[What to do]:
Scan each line of the records for the word "symbols" and extract the ones that have it.

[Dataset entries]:
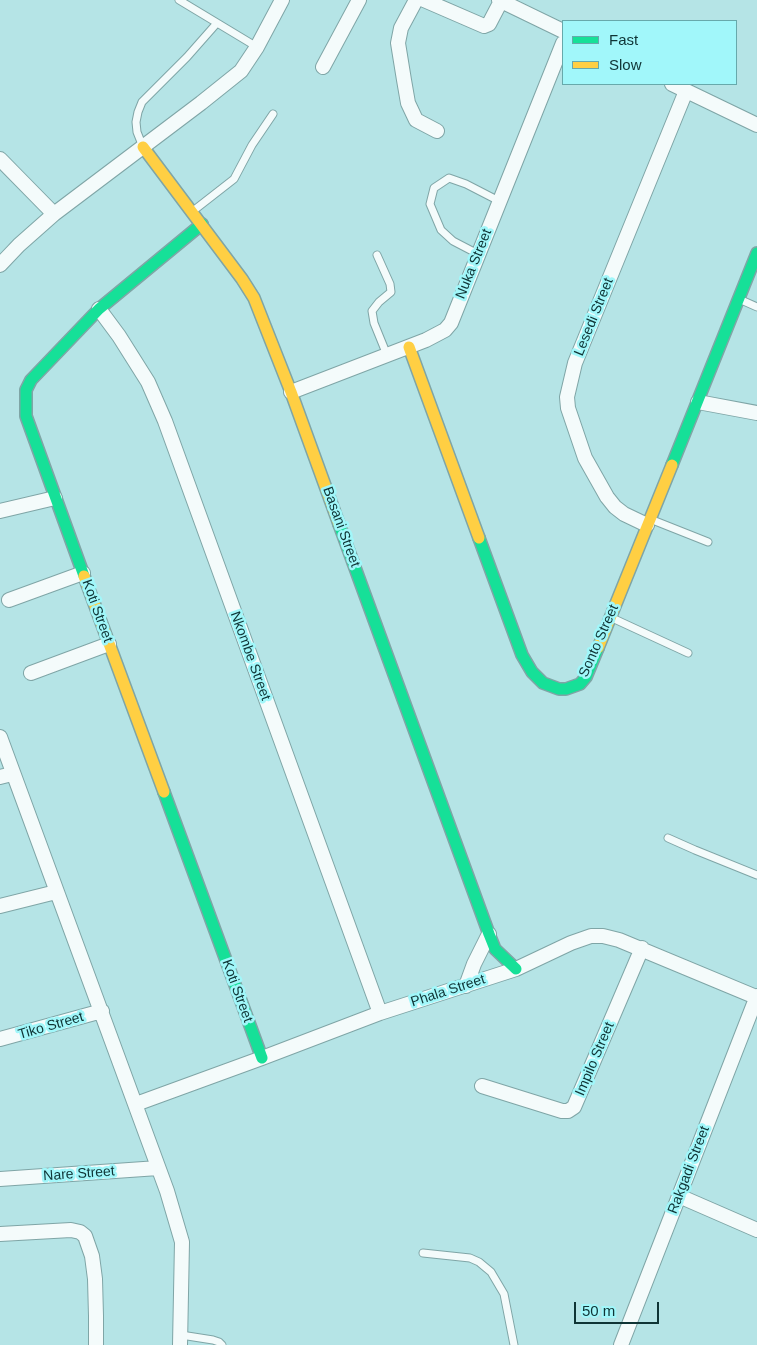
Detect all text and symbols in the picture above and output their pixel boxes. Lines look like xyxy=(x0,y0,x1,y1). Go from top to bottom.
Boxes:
legend xyxy=(562,20,737,85)
text: Fast xyxy=(609,31,638,48)
text: Slow xyxy=(609,56,642,73)
street label: Nuka Street xyxy=(452,227,496,301)
street label: Lesedi Street xyxy=(571,276,617,358)
street label: Basani Street xyxy=(319,485,363,569)
street label: Koti Street xyxy=(78,577,116,645)
street label: Sonto Street xyxy=(575,602,623,680)
street label: Nkombe Street xyxy=(226,609,274,703)
street label: Koti Street xyxy=(218,957,256,1025)
street label: Phala Street xyxy=(409,971,487,1011)
street label: Tiko Street xyxy=(16,1009,86,1043)
street label: Impilo Street xyxy=(572,1020,618,1098)
street label: Rakgadi Street xyxy=(665,1124,713,1216)
street label: Nare Street xyxy=(43,1163,115,1185)
scale bar xyxy=(577,1292,662,1324)
text: 50 m xyxy=(582,1302,615,1319)

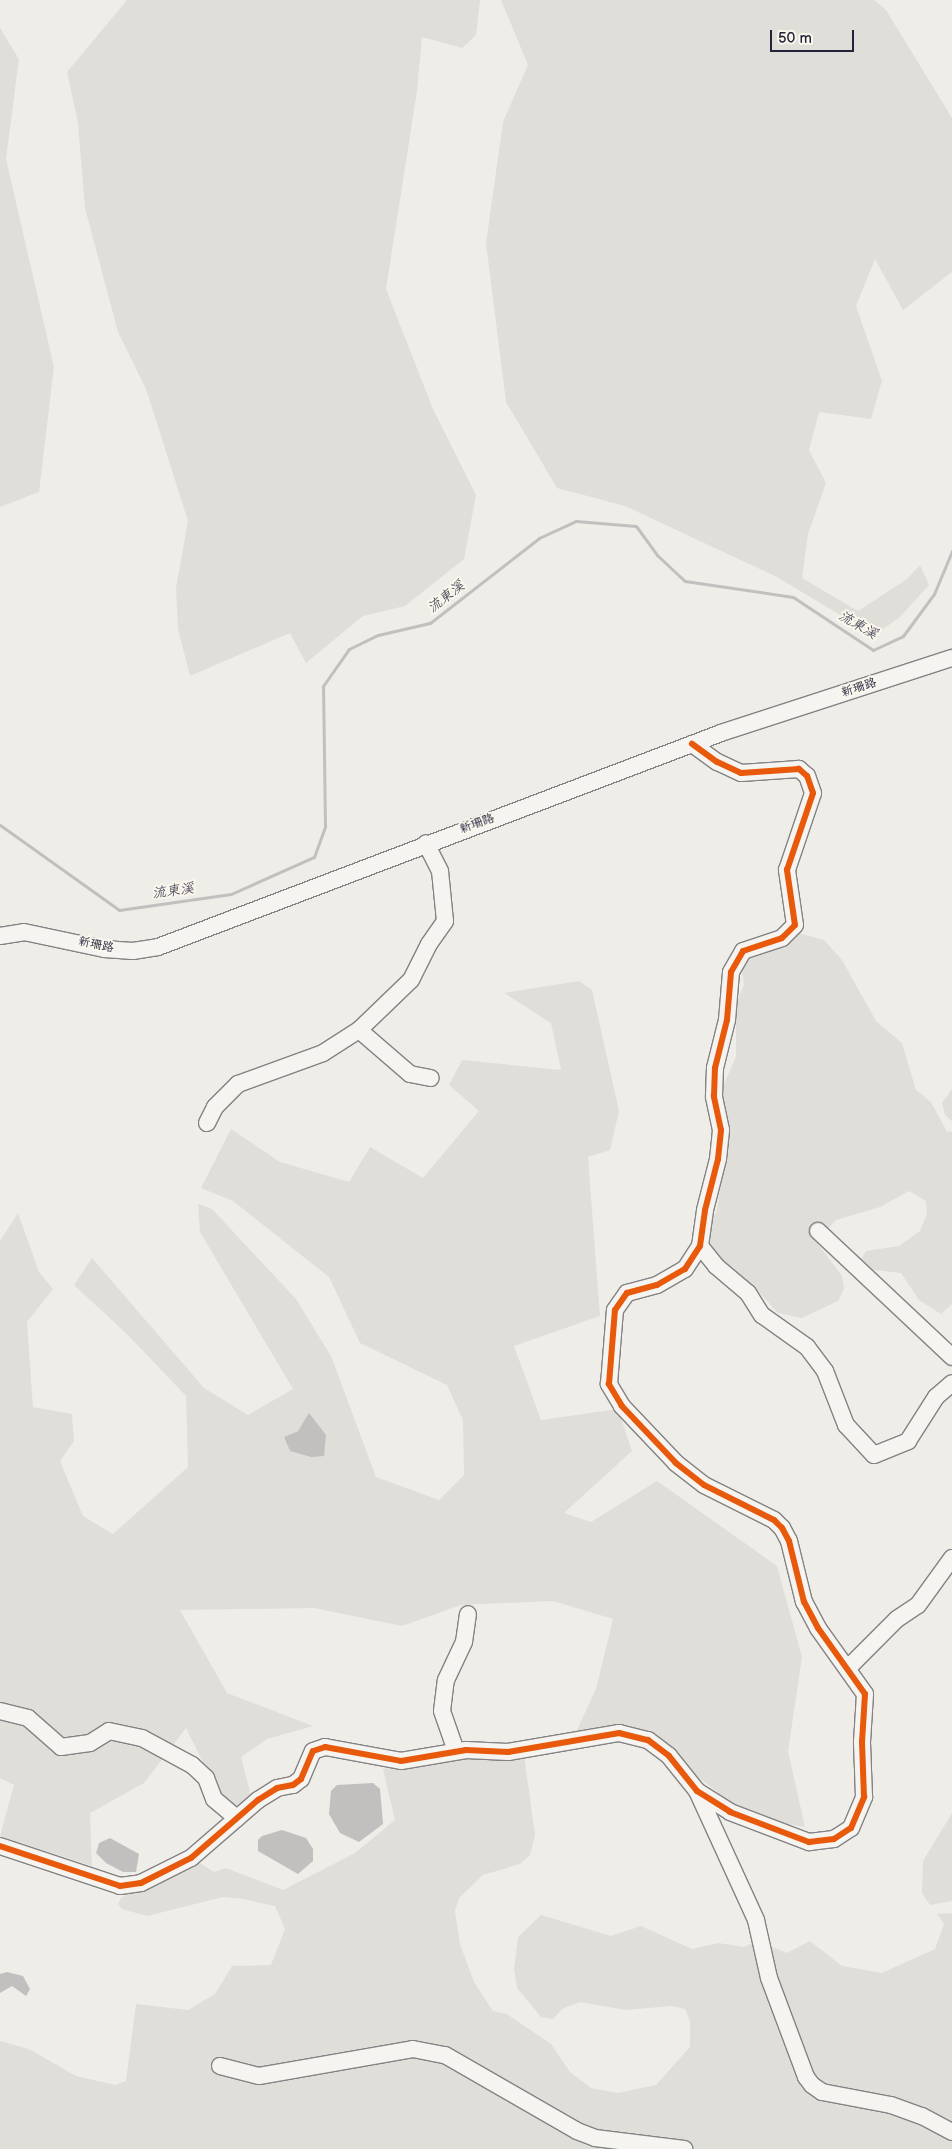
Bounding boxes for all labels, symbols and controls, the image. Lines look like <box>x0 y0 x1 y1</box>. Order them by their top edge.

[Response box]:
Detect all text and symbols in the picture above and output their pixel boxes. Lines look like xyxy=(x0,y0,x1,y1). Go from top to bottom.
Bounding boxes for all labels, symbols and controls, the image. Lines look like <box>x0 y0 x1 y1</box>. Order them by their top edge.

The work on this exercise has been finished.